----- Input records -----
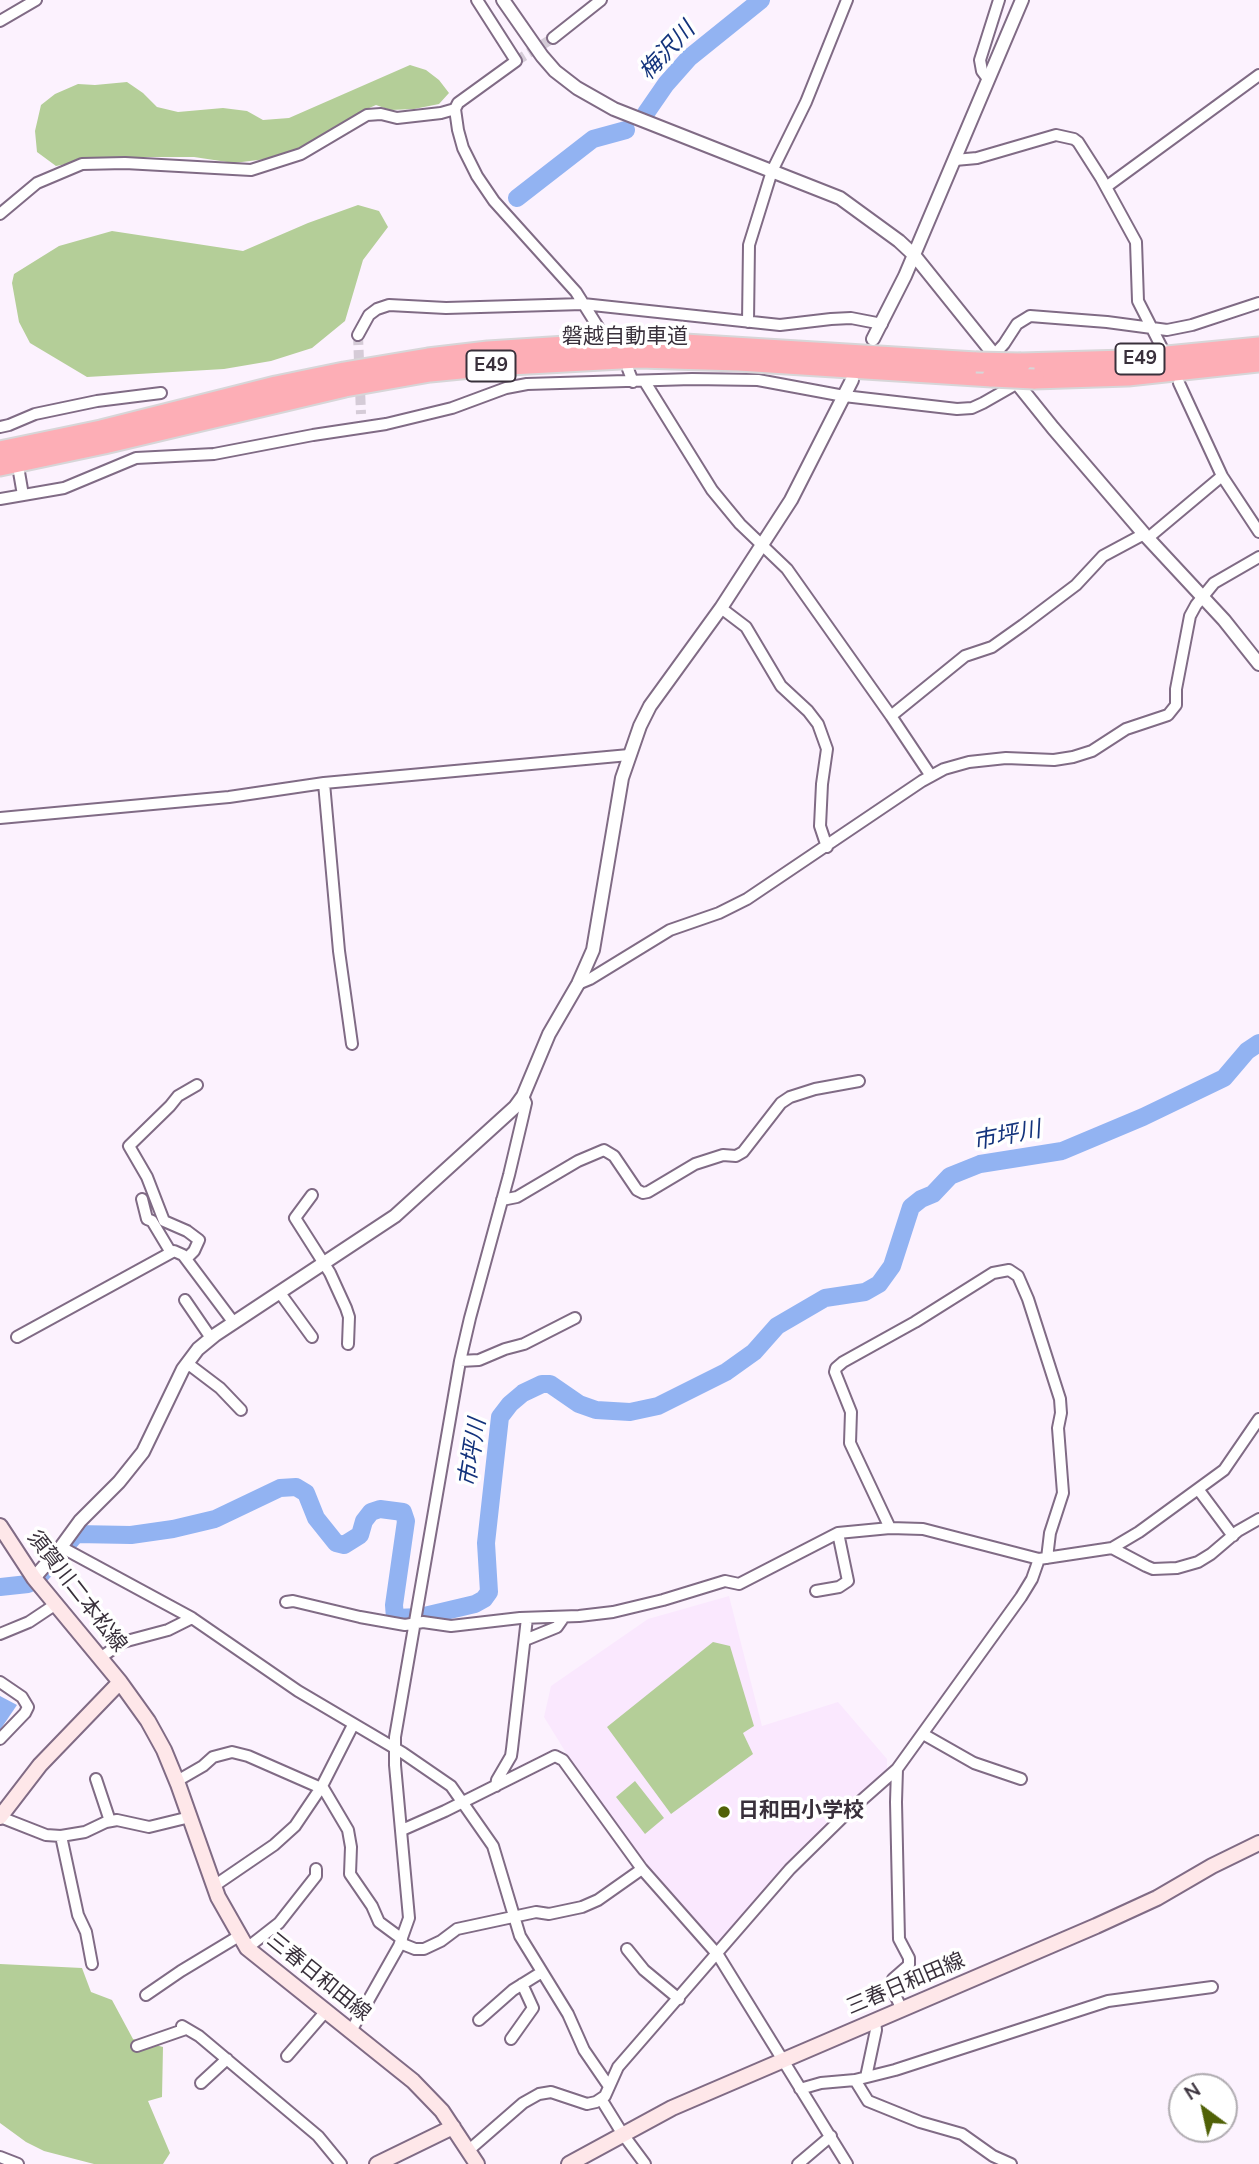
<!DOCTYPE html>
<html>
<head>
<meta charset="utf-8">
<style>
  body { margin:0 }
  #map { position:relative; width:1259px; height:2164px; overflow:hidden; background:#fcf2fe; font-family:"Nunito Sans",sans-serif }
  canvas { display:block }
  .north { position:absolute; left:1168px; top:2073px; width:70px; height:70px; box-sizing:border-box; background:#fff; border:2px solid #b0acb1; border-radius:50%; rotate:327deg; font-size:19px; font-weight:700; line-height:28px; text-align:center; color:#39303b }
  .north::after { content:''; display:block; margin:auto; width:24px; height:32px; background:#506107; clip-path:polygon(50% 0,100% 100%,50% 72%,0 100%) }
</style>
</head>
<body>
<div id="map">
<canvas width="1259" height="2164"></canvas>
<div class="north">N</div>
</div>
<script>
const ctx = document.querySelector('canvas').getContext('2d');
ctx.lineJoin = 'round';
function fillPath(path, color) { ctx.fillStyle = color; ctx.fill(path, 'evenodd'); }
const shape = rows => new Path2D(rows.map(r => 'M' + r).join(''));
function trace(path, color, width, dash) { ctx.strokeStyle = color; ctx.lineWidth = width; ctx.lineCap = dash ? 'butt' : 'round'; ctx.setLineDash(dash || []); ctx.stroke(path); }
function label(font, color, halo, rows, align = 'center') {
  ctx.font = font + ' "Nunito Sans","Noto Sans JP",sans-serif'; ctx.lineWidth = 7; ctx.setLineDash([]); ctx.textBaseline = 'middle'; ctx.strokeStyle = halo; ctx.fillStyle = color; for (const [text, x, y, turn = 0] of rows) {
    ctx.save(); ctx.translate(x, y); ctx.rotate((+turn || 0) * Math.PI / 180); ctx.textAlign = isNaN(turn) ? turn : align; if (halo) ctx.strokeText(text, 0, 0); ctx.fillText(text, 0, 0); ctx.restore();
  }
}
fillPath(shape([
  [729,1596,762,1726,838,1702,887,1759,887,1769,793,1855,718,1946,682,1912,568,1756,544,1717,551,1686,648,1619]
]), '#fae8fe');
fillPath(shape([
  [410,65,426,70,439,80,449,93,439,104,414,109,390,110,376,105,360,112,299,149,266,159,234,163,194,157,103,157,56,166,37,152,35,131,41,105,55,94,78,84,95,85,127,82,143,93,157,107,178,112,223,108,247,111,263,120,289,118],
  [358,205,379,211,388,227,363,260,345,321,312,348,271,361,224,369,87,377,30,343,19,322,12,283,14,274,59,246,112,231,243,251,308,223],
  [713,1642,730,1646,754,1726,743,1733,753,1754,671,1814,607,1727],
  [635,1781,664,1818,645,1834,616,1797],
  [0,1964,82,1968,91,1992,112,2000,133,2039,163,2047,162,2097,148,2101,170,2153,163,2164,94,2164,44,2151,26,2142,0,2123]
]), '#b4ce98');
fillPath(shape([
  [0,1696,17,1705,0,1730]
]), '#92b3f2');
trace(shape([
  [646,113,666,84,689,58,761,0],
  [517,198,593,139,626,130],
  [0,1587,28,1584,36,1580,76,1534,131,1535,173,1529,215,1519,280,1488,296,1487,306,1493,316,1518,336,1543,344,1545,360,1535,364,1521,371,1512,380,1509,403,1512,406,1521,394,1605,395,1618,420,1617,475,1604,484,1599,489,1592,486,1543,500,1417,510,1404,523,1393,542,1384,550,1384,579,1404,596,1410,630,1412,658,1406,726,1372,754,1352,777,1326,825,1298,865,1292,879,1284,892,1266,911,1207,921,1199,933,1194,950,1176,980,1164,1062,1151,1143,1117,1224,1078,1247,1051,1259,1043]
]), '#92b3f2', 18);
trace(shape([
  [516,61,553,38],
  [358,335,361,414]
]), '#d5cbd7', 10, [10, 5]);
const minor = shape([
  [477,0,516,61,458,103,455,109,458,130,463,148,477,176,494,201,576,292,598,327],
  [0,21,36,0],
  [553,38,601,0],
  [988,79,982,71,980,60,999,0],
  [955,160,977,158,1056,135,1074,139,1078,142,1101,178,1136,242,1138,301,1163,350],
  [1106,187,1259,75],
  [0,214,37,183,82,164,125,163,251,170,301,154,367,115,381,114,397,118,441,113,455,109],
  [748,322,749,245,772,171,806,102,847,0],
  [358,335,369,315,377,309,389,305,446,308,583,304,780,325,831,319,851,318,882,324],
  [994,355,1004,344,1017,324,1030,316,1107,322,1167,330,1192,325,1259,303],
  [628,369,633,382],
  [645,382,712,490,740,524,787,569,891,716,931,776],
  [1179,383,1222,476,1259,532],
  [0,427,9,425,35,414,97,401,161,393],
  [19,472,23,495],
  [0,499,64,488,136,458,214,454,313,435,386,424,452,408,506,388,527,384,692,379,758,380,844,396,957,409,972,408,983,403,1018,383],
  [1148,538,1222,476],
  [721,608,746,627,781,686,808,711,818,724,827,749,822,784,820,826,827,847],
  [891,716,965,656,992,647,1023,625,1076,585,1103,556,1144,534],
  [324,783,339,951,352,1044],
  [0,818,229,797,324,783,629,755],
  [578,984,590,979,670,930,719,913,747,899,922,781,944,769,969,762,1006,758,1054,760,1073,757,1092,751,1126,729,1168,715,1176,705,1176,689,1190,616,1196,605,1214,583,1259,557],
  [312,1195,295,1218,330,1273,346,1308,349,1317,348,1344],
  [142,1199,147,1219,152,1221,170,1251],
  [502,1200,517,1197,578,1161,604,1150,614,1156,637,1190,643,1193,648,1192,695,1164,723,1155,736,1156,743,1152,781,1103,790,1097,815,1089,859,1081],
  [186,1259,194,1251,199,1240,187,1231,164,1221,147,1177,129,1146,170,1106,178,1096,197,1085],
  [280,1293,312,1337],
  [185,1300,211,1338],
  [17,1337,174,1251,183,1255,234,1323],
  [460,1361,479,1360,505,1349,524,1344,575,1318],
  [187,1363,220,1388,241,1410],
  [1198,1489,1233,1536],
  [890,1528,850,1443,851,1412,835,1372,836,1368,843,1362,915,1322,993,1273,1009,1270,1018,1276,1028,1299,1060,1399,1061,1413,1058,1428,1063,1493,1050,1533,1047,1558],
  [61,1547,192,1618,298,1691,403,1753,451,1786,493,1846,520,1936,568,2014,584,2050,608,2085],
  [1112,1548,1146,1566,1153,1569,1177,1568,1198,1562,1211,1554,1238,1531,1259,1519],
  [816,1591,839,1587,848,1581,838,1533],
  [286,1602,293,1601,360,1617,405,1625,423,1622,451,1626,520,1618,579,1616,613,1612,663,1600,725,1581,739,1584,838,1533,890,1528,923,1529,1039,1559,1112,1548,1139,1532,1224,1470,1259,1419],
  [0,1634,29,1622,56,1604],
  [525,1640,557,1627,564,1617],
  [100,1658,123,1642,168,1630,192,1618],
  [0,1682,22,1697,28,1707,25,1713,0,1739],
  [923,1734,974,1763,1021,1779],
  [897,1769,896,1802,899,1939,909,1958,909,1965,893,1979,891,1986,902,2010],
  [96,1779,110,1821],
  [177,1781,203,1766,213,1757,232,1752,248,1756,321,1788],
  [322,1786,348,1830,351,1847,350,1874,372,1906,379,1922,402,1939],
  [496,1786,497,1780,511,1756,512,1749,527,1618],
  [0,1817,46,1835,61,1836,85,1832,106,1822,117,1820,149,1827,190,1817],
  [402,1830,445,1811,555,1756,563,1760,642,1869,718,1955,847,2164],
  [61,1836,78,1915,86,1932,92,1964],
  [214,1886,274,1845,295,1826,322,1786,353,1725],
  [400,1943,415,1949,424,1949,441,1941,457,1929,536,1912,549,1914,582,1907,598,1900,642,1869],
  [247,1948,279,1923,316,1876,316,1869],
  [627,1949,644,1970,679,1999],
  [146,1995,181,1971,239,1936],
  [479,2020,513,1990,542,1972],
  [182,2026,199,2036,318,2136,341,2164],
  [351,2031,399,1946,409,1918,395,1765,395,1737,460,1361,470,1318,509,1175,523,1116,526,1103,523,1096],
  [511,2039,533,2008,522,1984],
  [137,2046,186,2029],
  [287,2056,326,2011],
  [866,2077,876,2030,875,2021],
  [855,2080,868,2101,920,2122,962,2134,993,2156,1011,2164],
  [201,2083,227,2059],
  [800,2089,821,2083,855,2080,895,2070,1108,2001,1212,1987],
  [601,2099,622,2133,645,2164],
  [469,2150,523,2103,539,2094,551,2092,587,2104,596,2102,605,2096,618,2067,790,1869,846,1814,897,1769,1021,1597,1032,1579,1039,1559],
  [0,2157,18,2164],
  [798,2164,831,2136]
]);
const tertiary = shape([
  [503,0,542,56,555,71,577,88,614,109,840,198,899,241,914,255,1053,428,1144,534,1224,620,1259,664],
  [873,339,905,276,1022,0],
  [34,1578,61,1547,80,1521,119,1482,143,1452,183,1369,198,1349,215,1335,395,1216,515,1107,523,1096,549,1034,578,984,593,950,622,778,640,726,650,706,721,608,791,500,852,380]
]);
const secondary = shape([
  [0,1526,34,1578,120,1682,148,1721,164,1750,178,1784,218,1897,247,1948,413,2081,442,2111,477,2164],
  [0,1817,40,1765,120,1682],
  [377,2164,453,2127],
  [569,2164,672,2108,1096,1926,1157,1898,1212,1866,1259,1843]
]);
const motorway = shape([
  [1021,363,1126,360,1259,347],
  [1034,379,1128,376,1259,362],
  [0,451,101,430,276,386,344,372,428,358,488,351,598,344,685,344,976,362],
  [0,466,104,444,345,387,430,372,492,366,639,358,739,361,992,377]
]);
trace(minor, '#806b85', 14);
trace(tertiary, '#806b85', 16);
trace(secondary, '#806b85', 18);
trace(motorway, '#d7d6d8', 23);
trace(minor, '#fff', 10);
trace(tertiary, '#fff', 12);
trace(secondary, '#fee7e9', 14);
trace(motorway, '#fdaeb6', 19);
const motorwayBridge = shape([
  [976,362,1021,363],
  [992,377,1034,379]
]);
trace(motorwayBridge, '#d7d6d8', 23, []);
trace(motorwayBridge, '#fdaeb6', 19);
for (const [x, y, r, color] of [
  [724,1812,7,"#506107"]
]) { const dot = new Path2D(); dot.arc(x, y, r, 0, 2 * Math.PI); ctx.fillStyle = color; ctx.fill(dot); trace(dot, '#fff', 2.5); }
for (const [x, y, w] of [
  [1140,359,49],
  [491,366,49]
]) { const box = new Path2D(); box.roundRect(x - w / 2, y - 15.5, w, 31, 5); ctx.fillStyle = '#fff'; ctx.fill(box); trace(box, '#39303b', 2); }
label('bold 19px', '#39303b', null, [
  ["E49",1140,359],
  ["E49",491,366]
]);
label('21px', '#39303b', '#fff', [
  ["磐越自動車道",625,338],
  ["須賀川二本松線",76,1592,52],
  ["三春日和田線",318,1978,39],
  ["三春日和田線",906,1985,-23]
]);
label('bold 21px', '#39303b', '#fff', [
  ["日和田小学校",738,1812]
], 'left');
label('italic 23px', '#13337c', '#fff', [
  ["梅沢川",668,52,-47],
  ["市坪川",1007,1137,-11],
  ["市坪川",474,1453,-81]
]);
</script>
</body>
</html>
-----
◆ **About this exercise**:
The answer consists of the line holding "[491,366,49]" and every line after it up to the end of the records, word for word.

◆ **Expected output**:
  [491,366,49]
]) { const box = new Path2D(); box.roundRect(x - w / 2, y - 15.5, w, 31, 5); ctx.fillStyle = '#fff'; ctx.fill(box); trace(box, '#39303b', 2); }
label('bold 19px', '#39303b', null, [
  ["E49",1140,359],
  ["E49",491,366]
]);
label('21px', '#39303b', '#fff', [
  ["磐越自動車道",625,338],
  ["須賀川二本松線",76,1592,52],
  ["三春日和田線",318,1978,39],
  ["三春日和田線",906,1985,-23]
]);
label('bold 21px', '#39303b', '#fff', [
  ["日和田小学校",738,1812]
], 'left');
label('italic 23px', '#13337c', '#fff', [
  ["梅沢川",668,52,-47],
  ["市坪川",1007,1137,-11],
  ["市坪川",474,1453,-81]
]);
</script>
</body>
</html>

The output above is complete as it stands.